We have used the gpu queue in the Big Red II supercomputer of Indiana University as the back-end for the hybrid compiler. Each node in the queue has a 16-core AMD Opteron 6276 server processor (the same CPU used in the Hermes machines) and an NVIDIA K20 GK110 GPU. Host CPU memory per node is 31 GB and the GPU has a 6 GB card memory. A K20 GPU has 13 symmetric multiprocessors (SMs) as apposed 14 of the K20X GPU. The remaining configurations are the same in both GPUs. All three IT programs we have run on the queue are single-task programs mapped to the GPU model of the machine. The PCubeS description of the queue for the GPU model is illustrated in below figure.

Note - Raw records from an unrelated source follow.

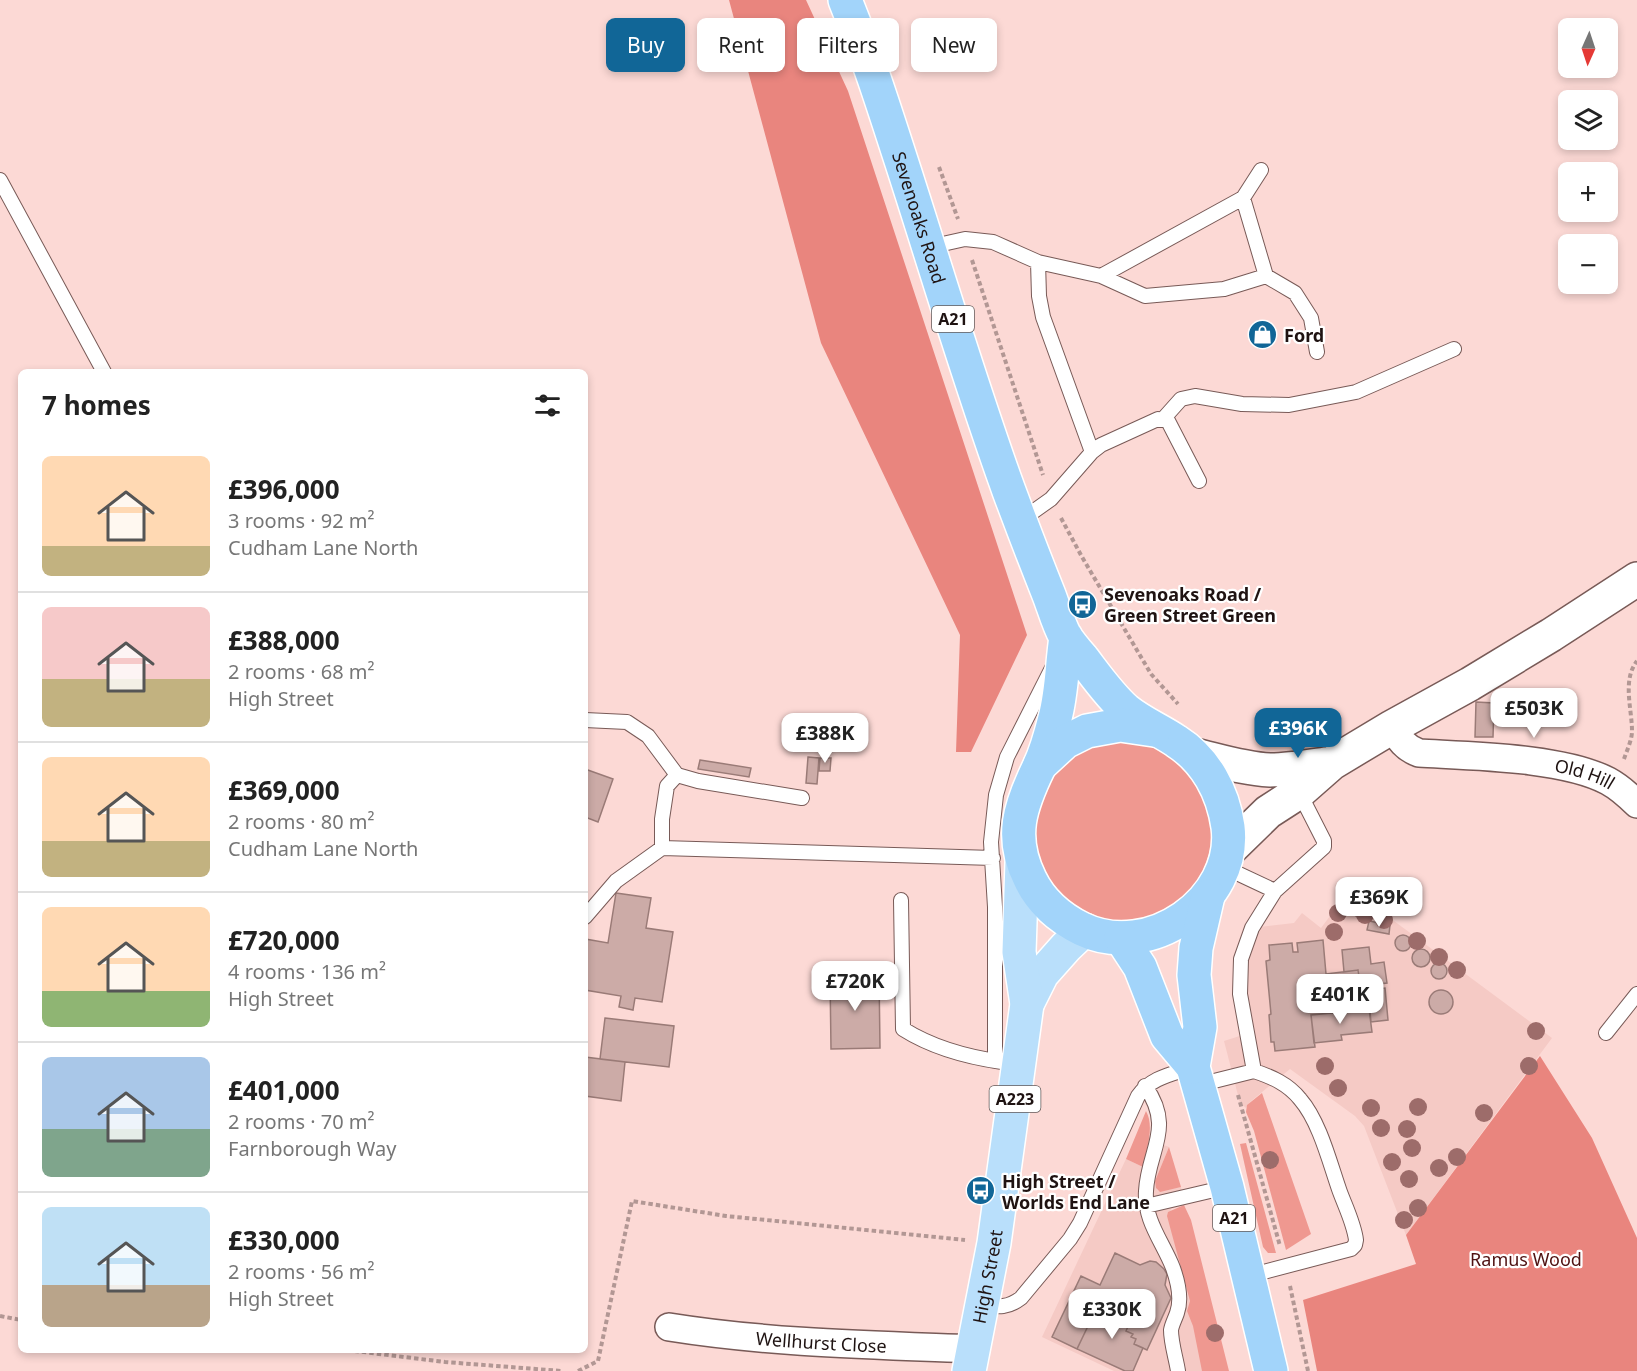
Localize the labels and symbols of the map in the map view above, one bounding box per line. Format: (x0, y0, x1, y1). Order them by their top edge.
north arrow (1558, 18, 1618, 78)
street label: Sevenoaks Road (887, 148, 951, 287)
road number: A21 (932, 306, 974, 332)
shop icon: Ford (1247, 319, 1279, 351)
place label: Ford (1284, 323, 1324, 347)
place label: Sevenoaks Road / Green Street Green (1104, 582, 1276, 627)
bus stop icon: Sevenoaks Road / Green Street Green (1067, 588, 1099, 620)
pin: £503K (1492, 688, 1576, 739)
pin: £396K (1256, 708, 1340, 759)
pin: £388K (783, 713, 867, 764)
street label: Old Hill (1553, 753, 1620, 794)
pin: £369K (1337, 877, 1421, 928)
pin: £720K (813, 961, 897, 1012)
pin: £401K (1298, 974, 1382, 1025)
road number: A223 (990, 1086, 1040, 1112)
place label: High Street / Worlds End Lane (1002, 1169, 1150, 1214)
bus stop icon: High Street / Worlds End Lane (965, 1175, 997, 1207)
road number: A21 (1213, 1205, 1255, 1231)
street label: High Street (967, 1228, 1008, 1326)
park label: Ramus Wood (1470, 1247, 1582, 1271)
pin: £330K (1070, 1289, 1154, 1340)
street label: Wellhurst Close (755, 1326, 887, 1358)

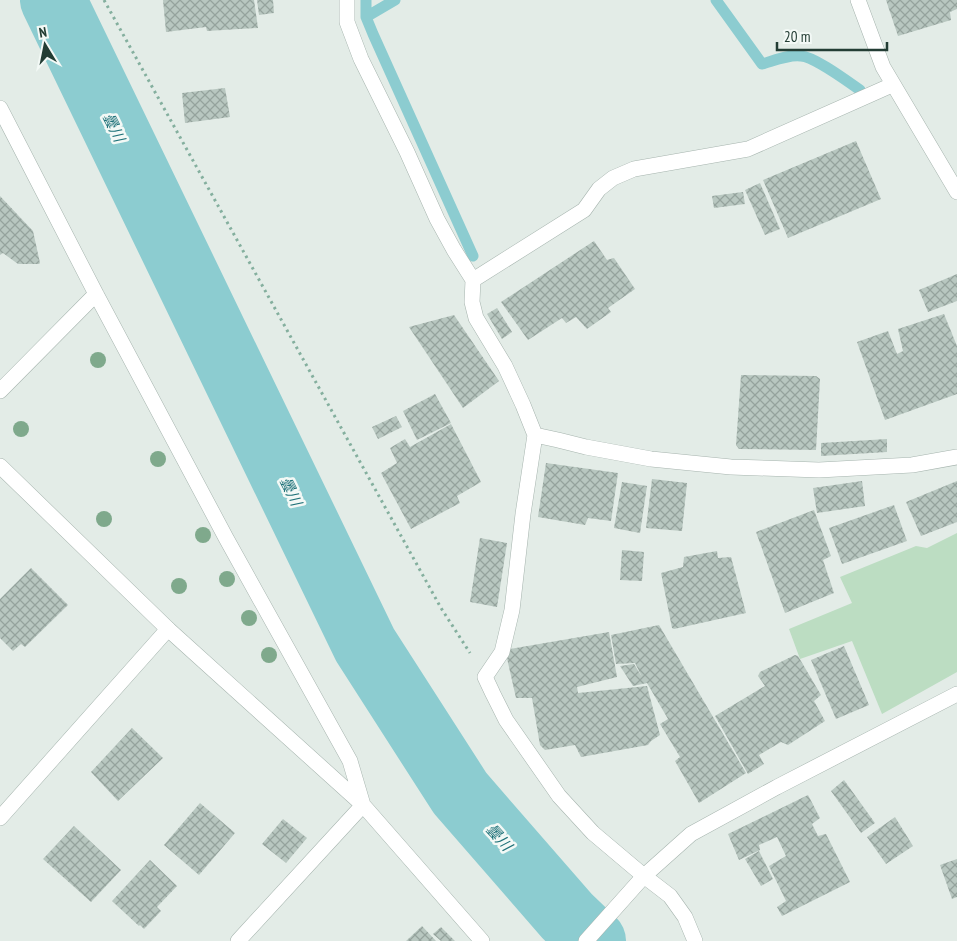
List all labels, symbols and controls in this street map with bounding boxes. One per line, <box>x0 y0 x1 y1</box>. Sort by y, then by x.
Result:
north arrow <box>20 20 70 70</box>
scale bar <box>777 20 887 52</box>
text: N <box>37 23 48 42</box>
text: 20 m <box>784 27 810 46</box>
water label: 曇川 <box>99 109 130 146</box>
water label: 曇川 <box>276 473 307 510</box>
water label: 曇川 <box>482 819 517 856</box>

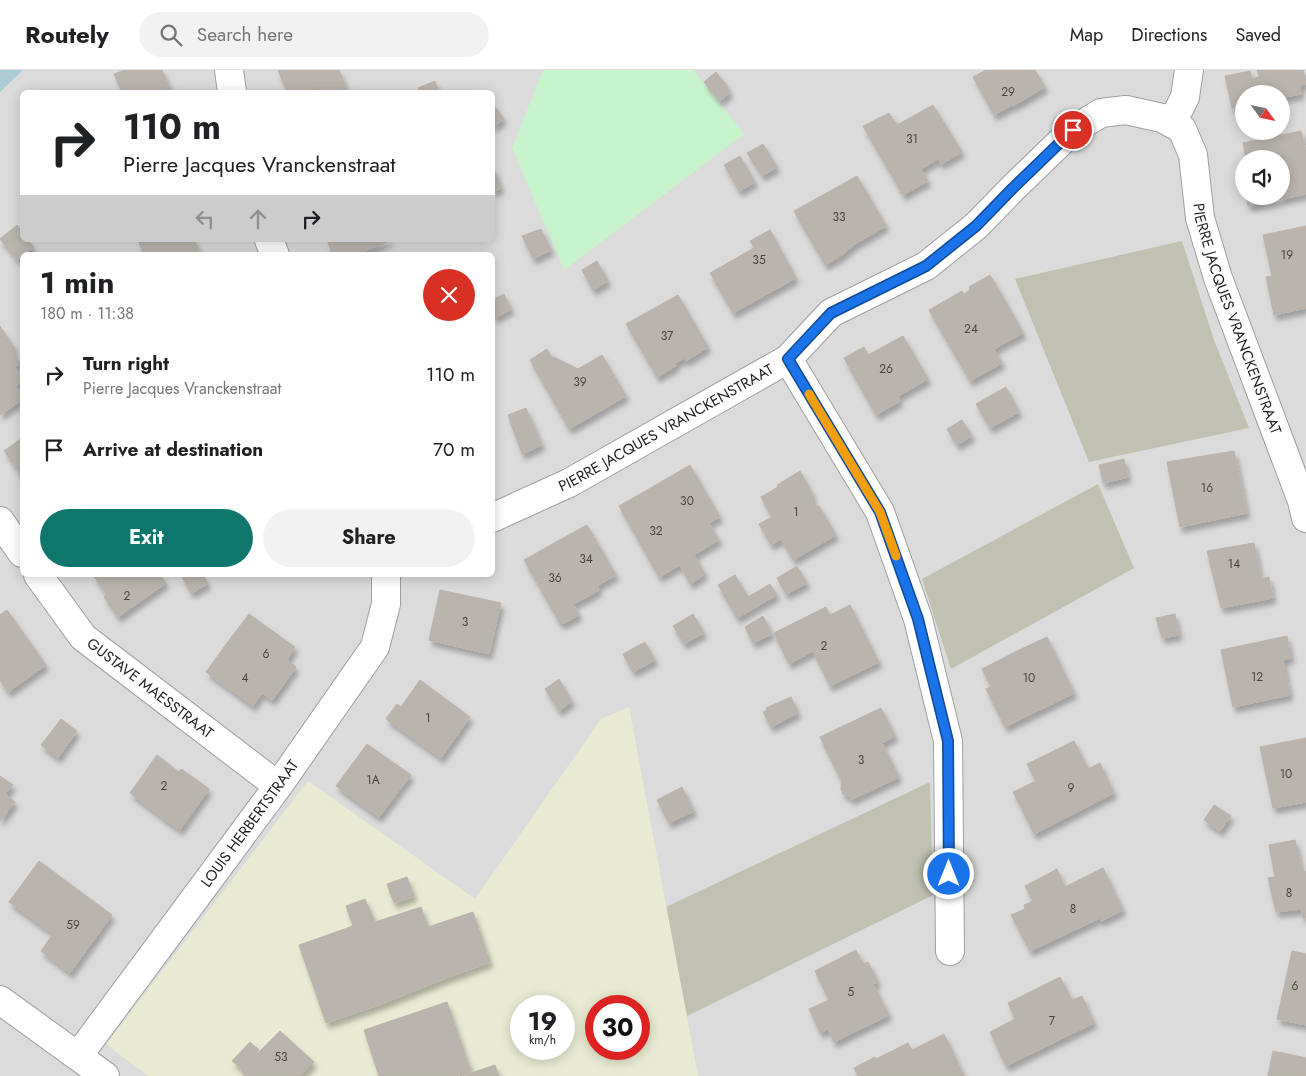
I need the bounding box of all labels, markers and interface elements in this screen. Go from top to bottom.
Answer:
search box [139,12,489,57]
text: Routely [25,17,109,52]
icon: search [157,21,185,49]
text: Search here [197,21,293,48]
text: Map [1070,22,1103,48]
text: Directions [1131,22,1207,48]
text: Saved [1235,22,1281,48]
house number: 29 [1001,83,1015,101]
north arrow [1235,85,1290,140]
map controls [1235,85,1290,205]
text: 110 m [123,102,221,152]
pin [1052,109,1094,151]
icon: right [40,110,105,175]
icon: arrive [1059,116,1087,144]
house number: 31 [906,130,918,148]
text: Pierre Jacques Vranckenstraat [123,148,396,180]
button: sound [1235,150,1290,205]
street label: PIERRE JACQUES VRANCKENSTRAAT [1187,202,1287,437]
icon: left [191,205,219,233]
icon: ahead [244,205,272,233]
icon: right [297,205,325,233]
house number: 33 [832,208,846,226]
house number: 19 [1281,246,1293,264]
house number: 35 [752,251,766,269]
text: 1 min [40,261,114,304]
button: close [423,269,475,321]
text: 180 m · 11:38 [40,302,134,325]
house number: 24 [964,320,978,338]
house number: 37 [661,327,674,345]
text: Turn right [83,350,169,377]
street label: PIERRE JACQUES VRANCKENSTRAAT [555,358,777,497]
house number: 26 [879,360,893,378]
icon: right [40,361,68,389]
text: 110 m [426,361,475,388]
house number: 39 [573,373,587,391]
text: Pierre Jacques Vranckenstraat [83,377,281,400]
icon: arrive [40,436,68,464]
text: Arrive at destination [83,436,263,463]
text: 70 m [433,436,475,463]
house number: 16 [1201,479,1213,497]
house number: 30 [680,492,694,510]
house number: 1 [793,503,799,521]
button: Exit [40,509,253,567]
button: Share [263,509,475,567]
house number: 32 [649,522,663,540]
house number: 34 [579,550,593,568]
house number: 14 [1228,555,1240,573]
house number: 36 [548,569,562,587]
house number: 2 [124,587,131,605]
house number: 3 [462,613,469,631]
street label: GUSTAVE MAESSTRAAT [82,633,218,744]
house number: 2 [821,637,828,655]
house number: 6 [263,645,270,663]
house number: 12 [1251,668,1263,686]
house number: 4 [242,669,249,687]
house number: 10 [1023,669,1035,687]
house number: 1 [425,709,431,727]
house number: 3 [858,751,865,769]
street label: LOUIS HERBERTSTRAAT [196,755,304,892]
house number: 10 [1280,765,1292,783]
house number: 1A [366,771,380,789]
house number: 2 [161,777,168,795]
house number: 9 [1068,779,1075,797]
position arrow [922,847,974,899]
house number: 8 [1286,884,1292,902]
house number: 8 [1070,900,1076,918]
house number: 59 [66,916,80,934]
house number: 6 [1292,977,1299,995]
house number: 5 [848,983,855,1001]
speed limit sign: 30 [585,995,650,1060]
text: 19 [528,1003,557,1039]
house number: 7 [1049,1012,1056,1030]
text: km/h [529,1031,556,1049]
house number: 53 [274,1048,288,1066]

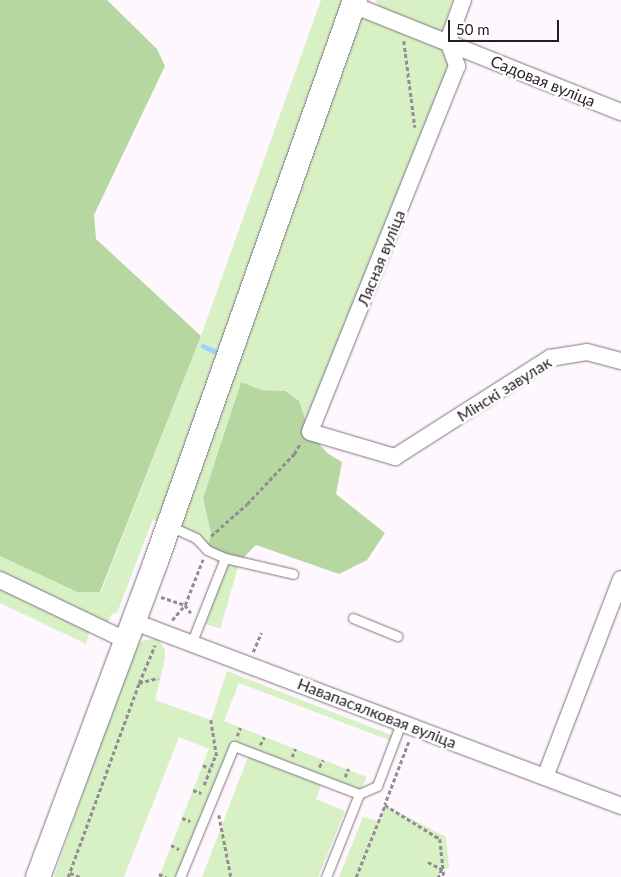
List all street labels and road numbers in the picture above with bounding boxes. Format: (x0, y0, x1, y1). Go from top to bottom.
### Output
street label: Садовая вуліца (488, 51, 598, 111)
street label: Лясная вуліца (353, 207, 409, 309)
street label: Мінскі завулак (453, 352, 555, 426)
street label: Навапасялковая вуліца (295, 674, 459, 752)

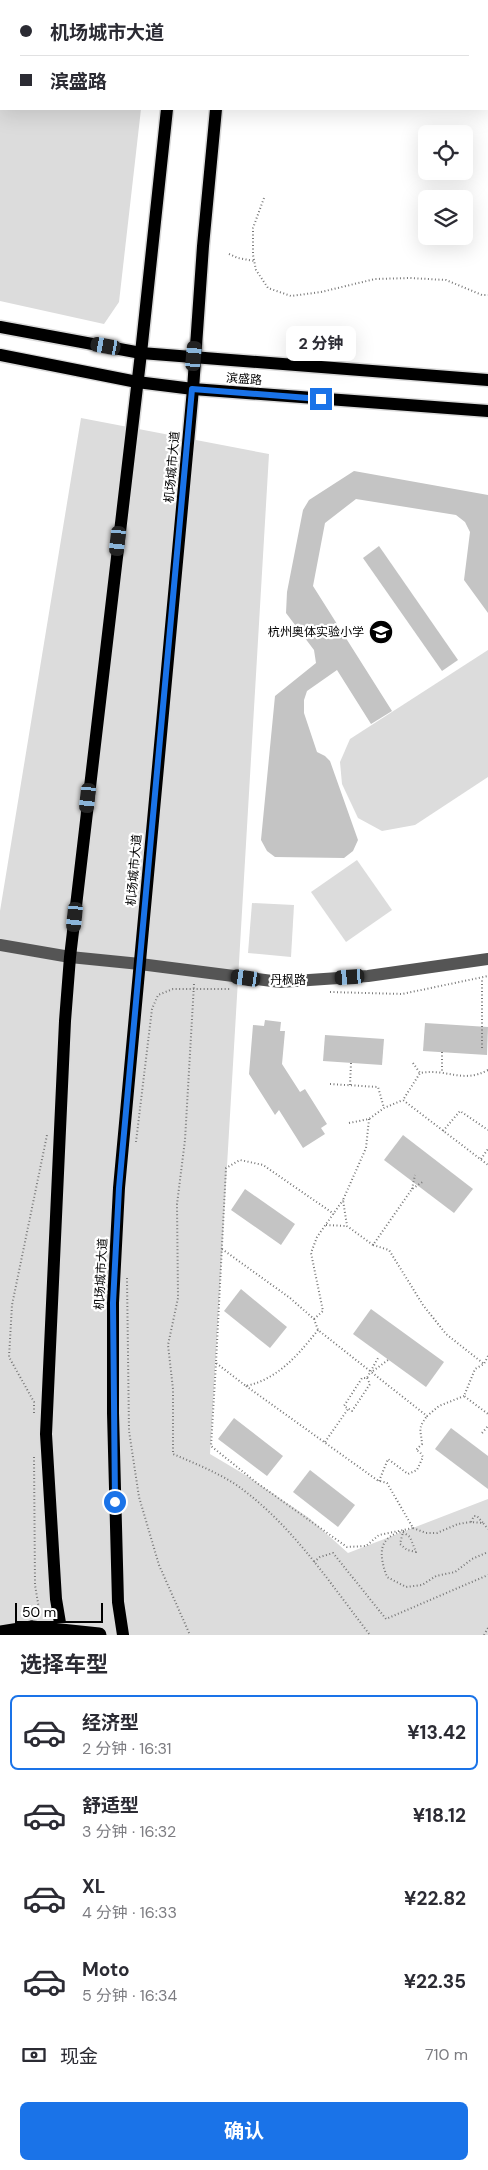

We have used a maximum of 8 nodes to run the programs due to availability restrictions. Big Red II is a Cray machine that provides an integrated Cray environment for compiling and running programs. At the time of the experiments, the environment had PrgEnv-cray/5.2.82 set as the default. The underlying C++ compiler was crayc++ and the MPI implementation was cray-mpich/7.3.2. The CUDA compiler was nvcc 7.0, V7.0.27. As in the previous two platforms, back-end compilers had O3 optimization flag turned on. In addition, CUDA codes have been compiled with compute architecture setting 3.5 (arch=sm_35 parameter).